Stored records
▼▼▼

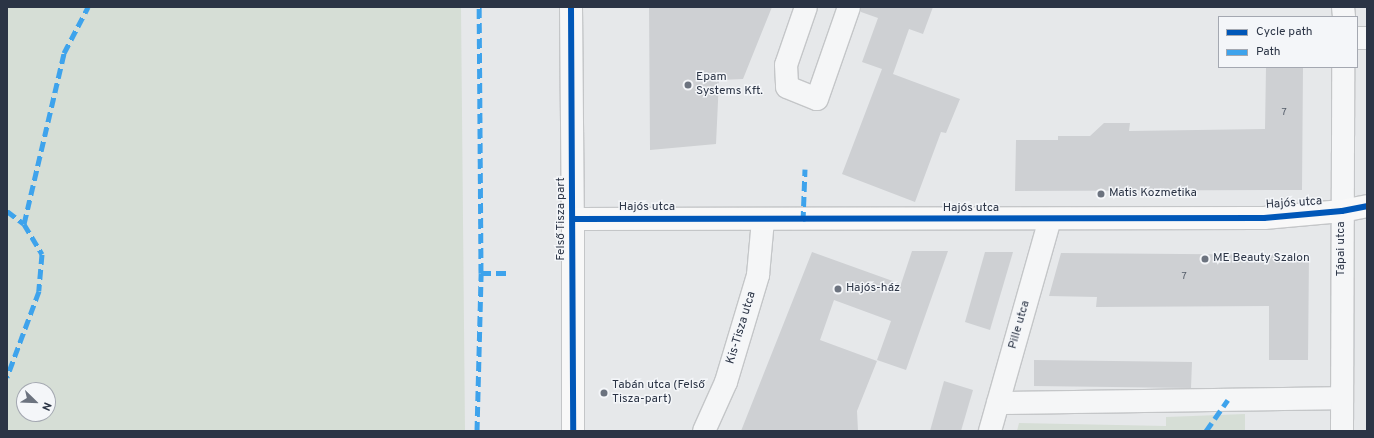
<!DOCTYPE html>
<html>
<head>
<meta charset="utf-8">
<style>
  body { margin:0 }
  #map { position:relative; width:1374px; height:438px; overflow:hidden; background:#e6e8ea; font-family:Overpass,sans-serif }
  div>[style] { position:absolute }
  .green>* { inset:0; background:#d6ded6 }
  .building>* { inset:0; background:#ced0d3 }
  .roads { filter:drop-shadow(1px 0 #c4c6c8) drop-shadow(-1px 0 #c4c6c8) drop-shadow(0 1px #c4c6c8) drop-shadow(0 -1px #c4c6c8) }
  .minor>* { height:22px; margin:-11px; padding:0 11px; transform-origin:11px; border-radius:11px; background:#f5f6f7 }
  .major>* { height:22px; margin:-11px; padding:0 11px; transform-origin:11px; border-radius:11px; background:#f8f8f8 }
  .quiet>* { height:5px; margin-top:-2.5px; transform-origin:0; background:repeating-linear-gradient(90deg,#3ea3ec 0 10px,transparent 0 15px) }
  .cycleway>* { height:6px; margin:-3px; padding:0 3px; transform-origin:3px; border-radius:3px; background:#0057b8 }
  .dots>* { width:11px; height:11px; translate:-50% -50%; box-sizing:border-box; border:2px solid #f4f6f9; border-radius:50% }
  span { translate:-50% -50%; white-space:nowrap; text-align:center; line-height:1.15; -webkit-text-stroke:3px #f4f6f9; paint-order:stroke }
  .number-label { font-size:10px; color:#545c69 }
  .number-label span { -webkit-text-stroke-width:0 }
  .poi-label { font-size:12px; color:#2b3445 }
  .left { translate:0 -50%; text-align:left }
  .street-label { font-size:12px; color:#2b3445 }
  .frame { position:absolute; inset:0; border:8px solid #2b3445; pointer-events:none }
  .legend { position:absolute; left:1218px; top:16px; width:140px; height:52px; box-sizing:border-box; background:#f4f6f9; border:1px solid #a4a8b1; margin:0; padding:5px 7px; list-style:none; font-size:12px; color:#2b3445 }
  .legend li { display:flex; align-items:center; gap:8px; height:20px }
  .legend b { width:20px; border:1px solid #a4a8b1 }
  .north { position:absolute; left:16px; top:382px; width:40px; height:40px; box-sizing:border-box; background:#f4f6f9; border:1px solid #a4a8b1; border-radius:50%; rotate:113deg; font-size:11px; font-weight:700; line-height:16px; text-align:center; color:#2b3445 }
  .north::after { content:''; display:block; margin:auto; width:14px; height:18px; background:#6c737f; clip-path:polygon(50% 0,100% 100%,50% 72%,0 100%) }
</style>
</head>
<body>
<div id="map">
  <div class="green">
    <i style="clip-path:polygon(evenodd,7px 7px,461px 7px,465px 431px,7px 431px,7px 7px,24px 390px,48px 390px,48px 414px,24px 414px,24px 390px)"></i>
    <i style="clip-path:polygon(1245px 414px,1245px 431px,1017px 431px,1019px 423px,1166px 426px,1166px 417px)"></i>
  </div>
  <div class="building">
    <i style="clip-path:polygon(649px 7px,772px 7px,743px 79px,719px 80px,716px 144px,650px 150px)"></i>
    <i style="clip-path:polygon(861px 7px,933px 7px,923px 34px,909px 29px,893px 74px,960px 99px,946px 133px,941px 132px,915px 202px,842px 174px,882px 69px,862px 62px,878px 18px,861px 12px)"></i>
    <i style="clip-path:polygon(1266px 67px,1303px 67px,1302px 190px,1015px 191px,1016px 140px,1058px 140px,1058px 136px,1090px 136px,1104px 123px,1130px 123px,1129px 131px,1265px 129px)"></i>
    <i style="clip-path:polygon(912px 251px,948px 251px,906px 370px,877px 360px,891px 321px,834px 300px,820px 340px,877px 361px,857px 411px,858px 431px,741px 431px,812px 252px,901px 284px)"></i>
    <i style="clip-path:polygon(985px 252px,1013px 252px,990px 330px,965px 322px)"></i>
    <i style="clip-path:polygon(1061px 253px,1309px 255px,1308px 360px,1269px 360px,1269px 306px,1096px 307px,1097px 297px,1049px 296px)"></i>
    <i style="clip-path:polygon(1034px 360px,1192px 362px,1191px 388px,1034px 386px)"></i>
    <i style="clip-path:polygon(944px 381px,973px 390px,961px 431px,930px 431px)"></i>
  </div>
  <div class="roads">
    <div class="minor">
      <i style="left:571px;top:7px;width:212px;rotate:89.5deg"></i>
      <i style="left:806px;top:7px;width:61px;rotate:109deg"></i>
      <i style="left:786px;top:65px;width:22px;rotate:87deg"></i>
      <i style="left:787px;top:87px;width:32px;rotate:22deg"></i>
      <i style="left:817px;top:99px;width:97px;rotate:-70.8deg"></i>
      <i style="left:1343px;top:7px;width:10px;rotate:84deg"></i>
      <i style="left:1357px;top:38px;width:10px"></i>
      <i style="left:998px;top:403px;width:344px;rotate:-0.8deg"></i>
      <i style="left:704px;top:431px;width:54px;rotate:-65.8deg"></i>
      <i style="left:726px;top:382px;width:112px;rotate:-73.3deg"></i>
      <i style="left:758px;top:275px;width:55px;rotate:-84.8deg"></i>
      <i style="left:990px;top:431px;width:220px;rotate:-74.2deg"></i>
      <i style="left:1342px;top:431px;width:364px;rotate:-89.8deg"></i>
    </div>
    <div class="major">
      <i style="left:573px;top:431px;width:212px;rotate:-90deg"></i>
      <i style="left:573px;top:219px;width:691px;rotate:-0.08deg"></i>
      <i style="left:1264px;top:218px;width:78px;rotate:-5.1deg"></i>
      <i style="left:1342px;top:211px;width:25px;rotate:-11deg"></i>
    </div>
  </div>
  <div class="quiet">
    <i style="left:7px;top:211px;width:21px;rotate:37deg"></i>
    <i style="left:24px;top:224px;width:35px;rotate:59deg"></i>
    <i style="left:42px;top:254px;width:37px;rotate:95deg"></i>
    <i style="left:39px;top:291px;width:92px;rotate:110.4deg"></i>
    <i style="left:803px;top:221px;width:52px;rotate:-87.8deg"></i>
    <i style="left:24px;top:224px;width:176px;rotate:-76.8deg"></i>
    <i style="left:64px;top:53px;width:52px;rotate:-62.4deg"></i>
    <i style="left:481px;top:273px;width:25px"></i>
    <i style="left:477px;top:431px;width:158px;rotate:-88.5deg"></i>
    <i style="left:481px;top:273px;width:266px;rotate:-90.4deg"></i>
    <i style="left:1206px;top:431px;width:38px;rotate:-55deg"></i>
  </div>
  <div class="cycleway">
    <i style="left:571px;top:7px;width:424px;rotate:89.7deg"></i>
    <i style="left:573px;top:219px;width:691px;rotate:-0.08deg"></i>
    <i style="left:1264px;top:218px;width:78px;rotate:-5.1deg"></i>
    <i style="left:1342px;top:211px;width:25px;rotate:-11deg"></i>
  </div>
  <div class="dots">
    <i style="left:688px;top:85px;background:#6c737f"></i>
    <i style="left:1101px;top:194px;background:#6c737f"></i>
    <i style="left:1205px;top:259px;background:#6c737f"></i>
    <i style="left:838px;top:289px;background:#6c737f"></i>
    <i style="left:604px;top:393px;background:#6c737f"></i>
  </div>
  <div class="number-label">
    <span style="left:1284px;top:113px">7</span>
    <span style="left:1184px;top:277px">7</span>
  </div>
  <div class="poi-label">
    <span class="left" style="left:696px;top:85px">Epam<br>Systems Kft.</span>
    <span class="left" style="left:1109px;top:194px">Matis Kozmetika</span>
    <span class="left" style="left:1213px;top:259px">ME Beauty Szalon</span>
    <span class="left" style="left:846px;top:289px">Hajós-ház</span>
    <span class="left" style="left:612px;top:393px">Tabán utca (Felső<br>Tisza-part)</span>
  </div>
  <div class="street-label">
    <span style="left:1294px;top:204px;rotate:-4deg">Hajós utca</span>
    <span style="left:647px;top:208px">Hajós utca</span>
    <span style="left:971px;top:209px">Hajós utca</span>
    <span style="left:562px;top:219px;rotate:-90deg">Felső Tisza part</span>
    <span style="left:1342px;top:249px;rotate:-90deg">Tápai utca</span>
    <span style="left:1020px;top:325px;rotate:-74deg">Pille utca</span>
    <span style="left:742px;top:328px;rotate:-73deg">Kis-Tisza utca</span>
  </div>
  <div class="frame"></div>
  <ul class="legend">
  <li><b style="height:5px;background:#0057b8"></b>Cycle path</li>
  <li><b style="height:5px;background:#3ea3ec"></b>Path</li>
  </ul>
  <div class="north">N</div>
</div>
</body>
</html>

▲▲▲

TASK ITEM
Please return, exactly as written, the lines from the first line of the records above through the line containing "display:flex; align-items:center; gap:8px;", both included, leaving out any pictures.

YOUR RESPONSE
<!DOCTYPE html>
<html>
<head>
<meta charset="utf-8">
<style>
  body { margin:0 }
  #map { position:relative; width:1374px; height:438px; overflow:hidden; background:#e6e8ea; font-family:Overpass,sans-serif }
  div>[style] { position:absolute }
  .green>* { inset:0; background:#d6ded6 }
  .building>* { inset:0; background:#ced0d3 }
  .roads { filter:drop-shadow(1px 0 #c4c6c8) drop-shadow(-1px 0 #c4c6c8) drop-shadow(0 1px #c4c6c8) drop-shadow(0 -1px #c4c6c8) }
  .minor>* { height:22px; margin:-11px; padding:0 11px; transform-origin:11px; border-radius:11px; background:#f5f6f7 }
  .major>* { height:22px; margin:-11px; padding:0 11px; transform-origin:11px; border-radius:11px; background:#f8f8f8 }
  .quiet>* { height:5px; margin-top:-2.5px; transform-origin:0; background:repeating-linear-gradient(90deg,#3ea3ec 0 10px,transparent 0 15px) }
  .cycleway>* { height:6px; margin:-3px; padding:0 3px; transform-origin:3px; border-radius:3px; background:#0057b8 }
  .dots>* { width:11px; height:11px; translate:-50% -50%; box-sizing:border-box; border:2px solid #f4f6f9; border-radius:50% }
  span { translate:-50% -50%; white-space:nowrap; text-align:center; line-height:1.15; -webkit-text-stroke:3px #f4f6f9; paint-order:stroke }
  .number-label { font-size:10px; color:#545c69 }
  .number-label span { -webkit-text-stroke-width:0 }
  .poi-label { font-size:12px; color:#2b3445 }
  .left { translate:0 -50%; text-align:left }
  .street-label { font-size:12px; color:#2b3445 }
  .frame { position:absolute; inset:0; border:8px solid #2b3445; pointer-events:none }
  .legend { position:absolute; left:1218px; top:16px; width:140px; height:52px; box-sizing:border-box; background:#f4f6f9; border:1px solid #a4a8b1; margin:0; padding:5px 7px; list-style:none; font-size:12px; color:#2b3445 }
  .legend li { display:flex; align-items:center; gap:8px; height:20px }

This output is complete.